PROBLEM DESCRIPTION: All lines holding the word "labels" in the listing below need to be copied.

SOURCE INFORMATION:
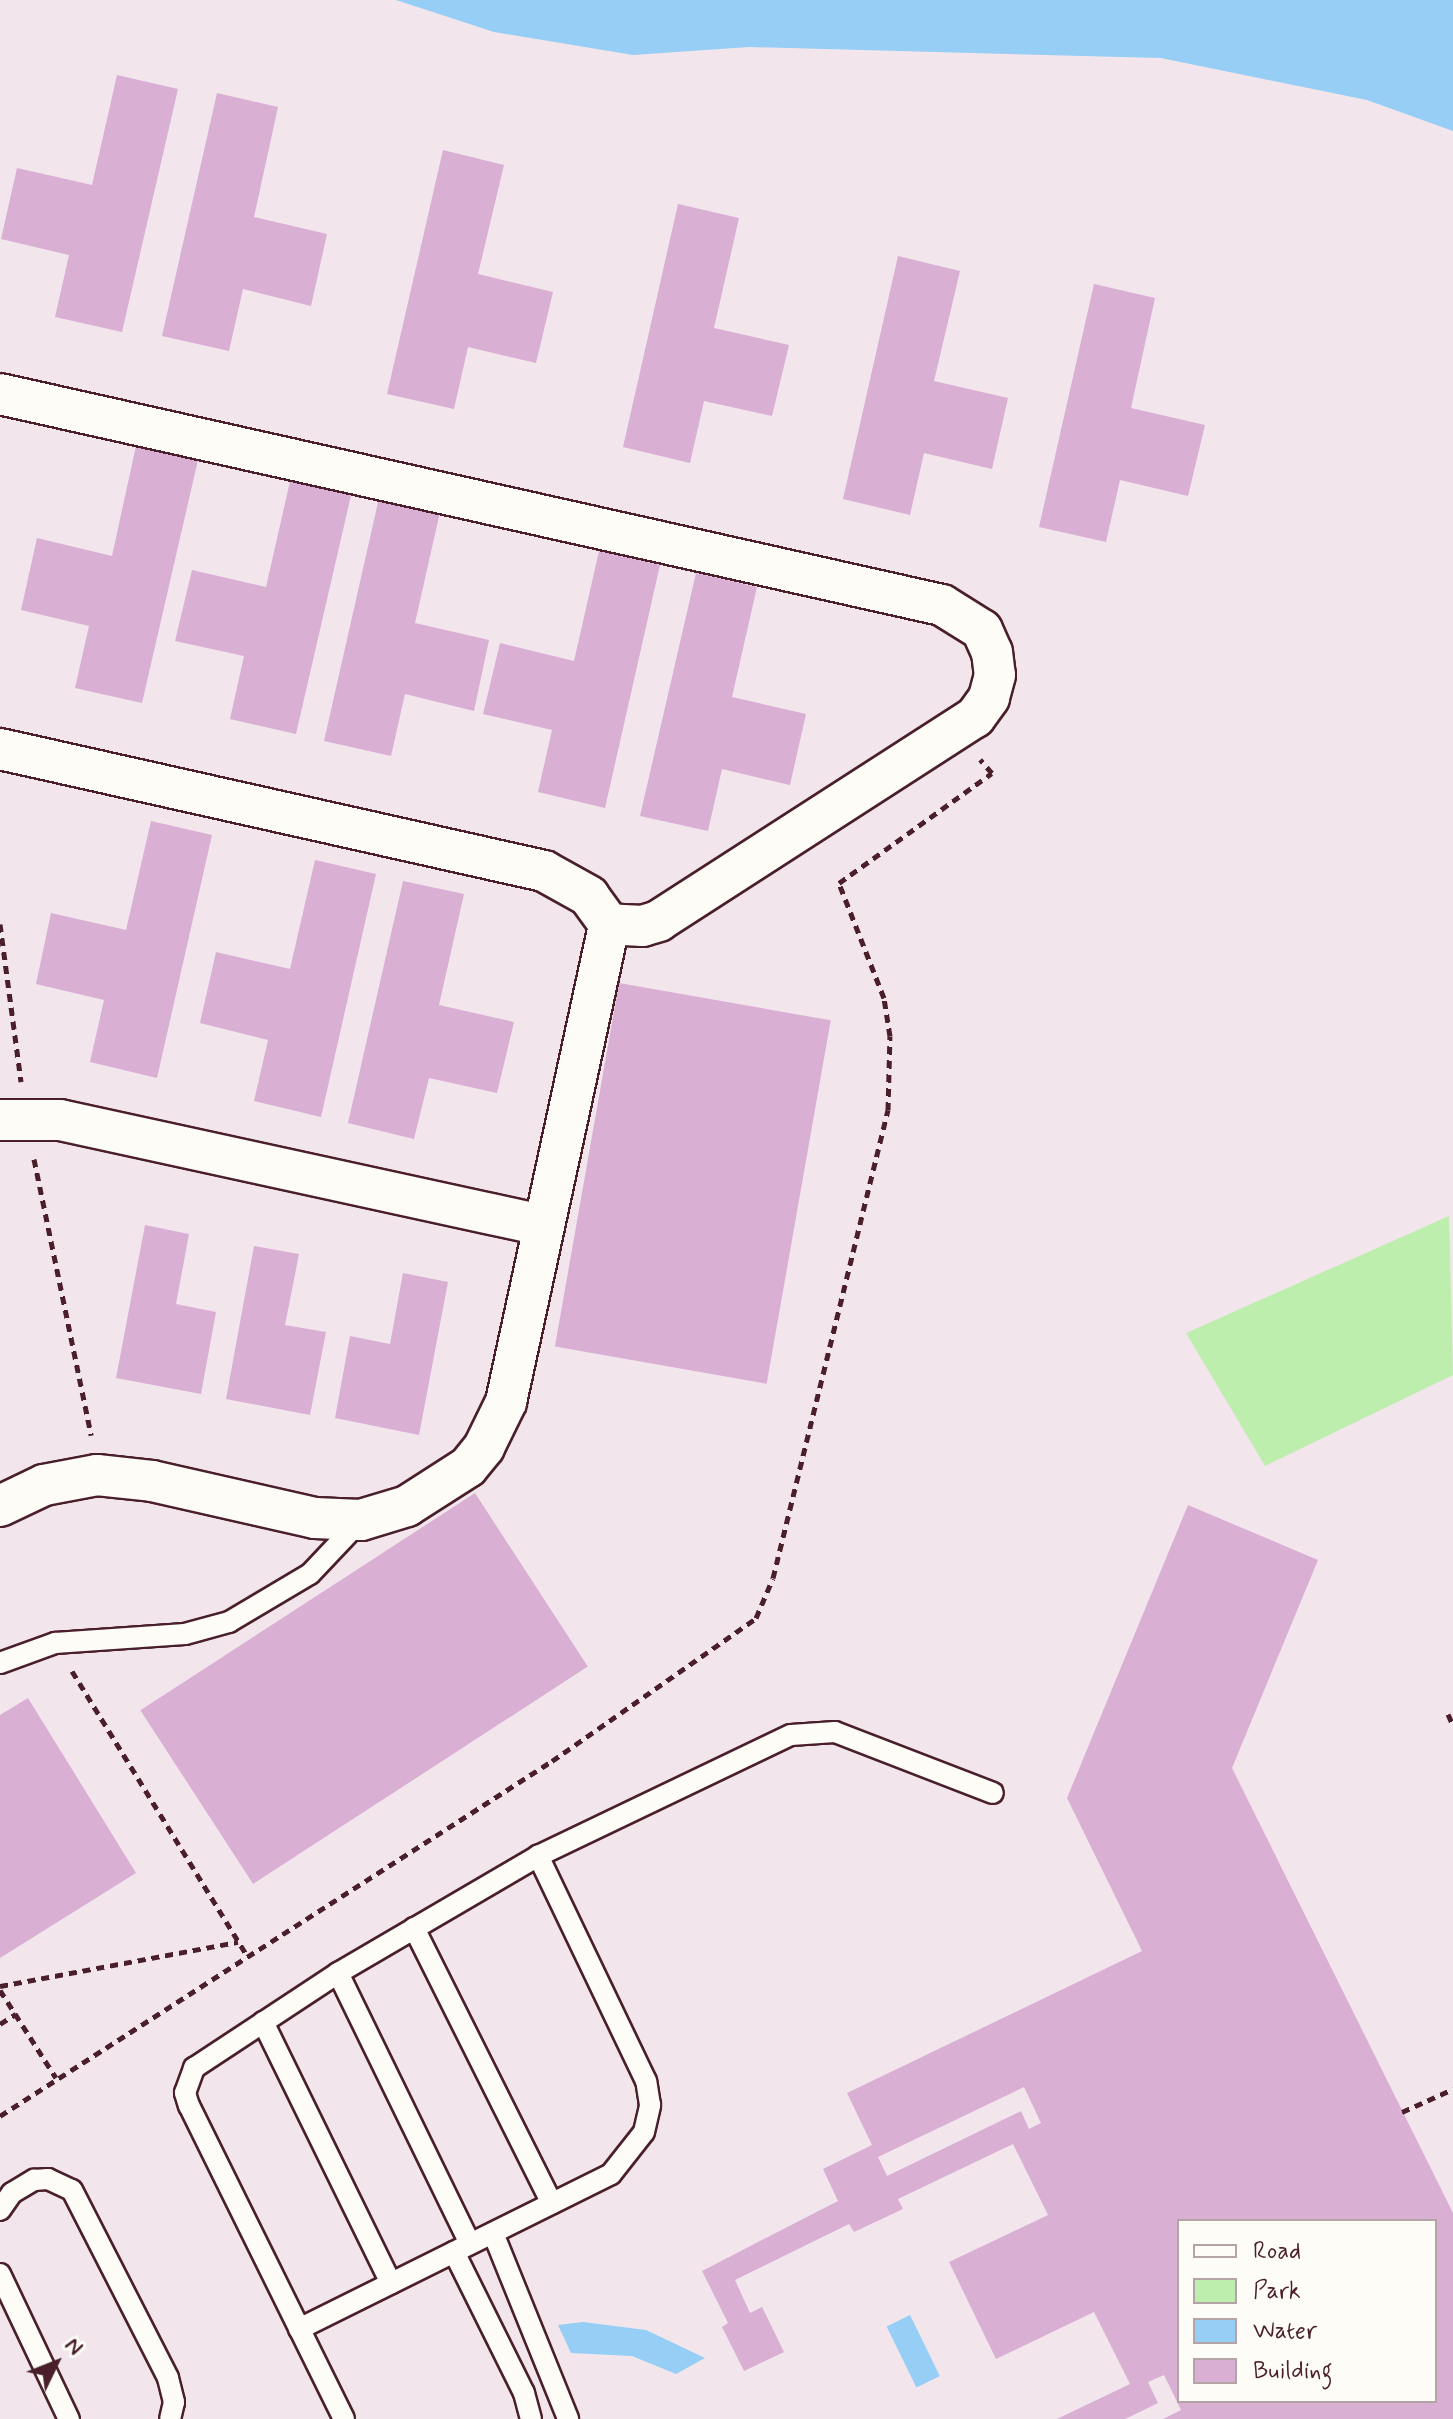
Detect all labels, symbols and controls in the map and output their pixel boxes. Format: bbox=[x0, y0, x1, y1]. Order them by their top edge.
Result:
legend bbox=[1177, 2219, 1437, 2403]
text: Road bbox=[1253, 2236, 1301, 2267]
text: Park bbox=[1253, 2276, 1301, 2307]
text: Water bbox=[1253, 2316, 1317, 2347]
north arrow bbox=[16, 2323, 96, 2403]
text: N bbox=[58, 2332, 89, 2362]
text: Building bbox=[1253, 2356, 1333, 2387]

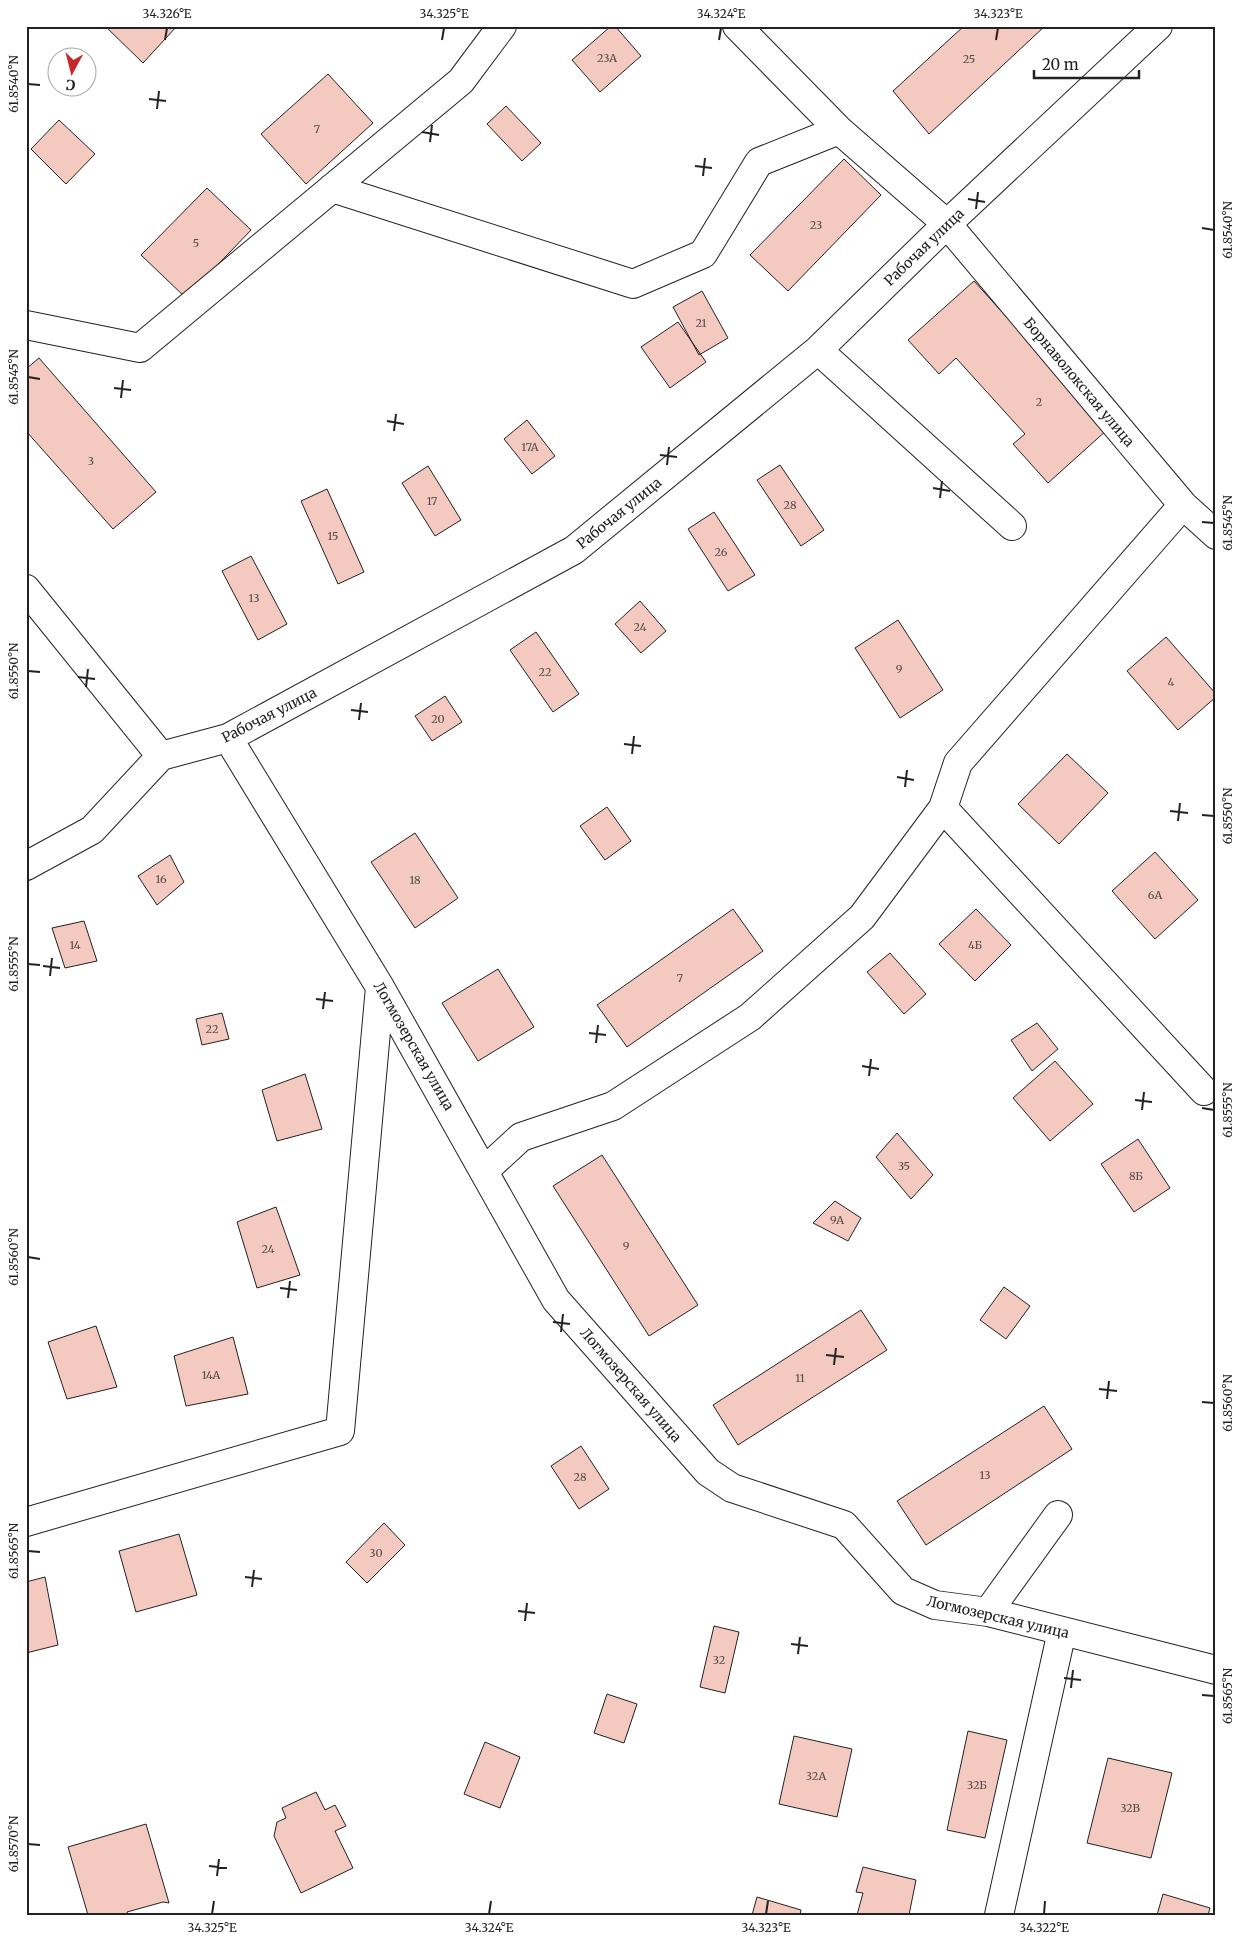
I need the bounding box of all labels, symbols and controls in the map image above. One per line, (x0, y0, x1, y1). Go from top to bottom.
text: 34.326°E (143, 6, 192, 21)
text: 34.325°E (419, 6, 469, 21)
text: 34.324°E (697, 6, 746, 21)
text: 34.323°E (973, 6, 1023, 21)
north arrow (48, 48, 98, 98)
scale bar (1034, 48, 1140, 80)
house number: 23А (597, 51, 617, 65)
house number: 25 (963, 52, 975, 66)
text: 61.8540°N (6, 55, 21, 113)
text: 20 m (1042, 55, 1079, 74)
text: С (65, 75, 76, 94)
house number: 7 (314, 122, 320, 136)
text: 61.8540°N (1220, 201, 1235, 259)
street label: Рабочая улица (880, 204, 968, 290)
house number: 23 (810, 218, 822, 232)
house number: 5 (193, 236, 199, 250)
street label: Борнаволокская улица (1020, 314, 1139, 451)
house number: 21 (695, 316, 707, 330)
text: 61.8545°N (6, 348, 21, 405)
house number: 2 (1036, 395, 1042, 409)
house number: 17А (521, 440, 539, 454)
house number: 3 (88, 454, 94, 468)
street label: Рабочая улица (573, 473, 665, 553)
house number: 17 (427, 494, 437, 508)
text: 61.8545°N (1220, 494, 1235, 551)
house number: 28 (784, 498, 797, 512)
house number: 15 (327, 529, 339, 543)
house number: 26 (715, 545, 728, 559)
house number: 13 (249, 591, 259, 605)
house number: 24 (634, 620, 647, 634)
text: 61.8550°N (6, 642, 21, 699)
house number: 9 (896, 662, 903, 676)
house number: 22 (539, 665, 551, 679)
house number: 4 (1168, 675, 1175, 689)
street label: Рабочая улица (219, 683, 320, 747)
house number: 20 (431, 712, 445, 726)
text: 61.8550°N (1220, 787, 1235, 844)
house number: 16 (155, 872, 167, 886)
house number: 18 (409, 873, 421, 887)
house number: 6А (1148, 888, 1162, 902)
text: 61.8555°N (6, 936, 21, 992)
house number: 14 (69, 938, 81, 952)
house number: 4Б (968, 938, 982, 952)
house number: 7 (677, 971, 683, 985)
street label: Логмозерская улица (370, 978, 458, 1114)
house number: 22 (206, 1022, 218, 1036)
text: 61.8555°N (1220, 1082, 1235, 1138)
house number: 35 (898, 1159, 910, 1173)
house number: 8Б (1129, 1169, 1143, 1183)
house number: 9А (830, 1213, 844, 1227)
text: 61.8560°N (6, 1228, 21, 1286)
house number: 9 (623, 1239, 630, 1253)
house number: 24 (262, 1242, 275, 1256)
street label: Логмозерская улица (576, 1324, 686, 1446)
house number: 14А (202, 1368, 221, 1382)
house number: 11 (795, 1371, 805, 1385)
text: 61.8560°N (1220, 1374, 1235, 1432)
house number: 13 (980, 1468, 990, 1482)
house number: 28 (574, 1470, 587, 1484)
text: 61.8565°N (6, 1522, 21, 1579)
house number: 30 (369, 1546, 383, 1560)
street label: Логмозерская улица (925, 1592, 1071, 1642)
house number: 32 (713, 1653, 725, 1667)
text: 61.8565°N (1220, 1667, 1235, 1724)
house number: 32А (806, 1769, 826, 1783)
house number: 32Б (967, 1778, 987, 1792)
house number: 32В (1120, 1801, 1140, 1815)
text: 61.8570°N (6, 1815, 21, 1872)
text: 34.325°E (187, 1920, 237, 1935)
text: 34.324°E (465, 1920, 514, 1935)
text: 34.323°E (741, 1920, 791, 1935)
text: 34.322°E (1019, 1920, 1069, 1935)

ANSWER SECTION:
Detect all labels, symbols and controls in the map and output their pixel boxes. Format: bbox=[x0, y0, x1, y1]. Order them by their top edge.
I need the bounding box of all labels, symbols and controls in the map image above. One per line, (x0, y0, x1, y1). Go from top to bottom.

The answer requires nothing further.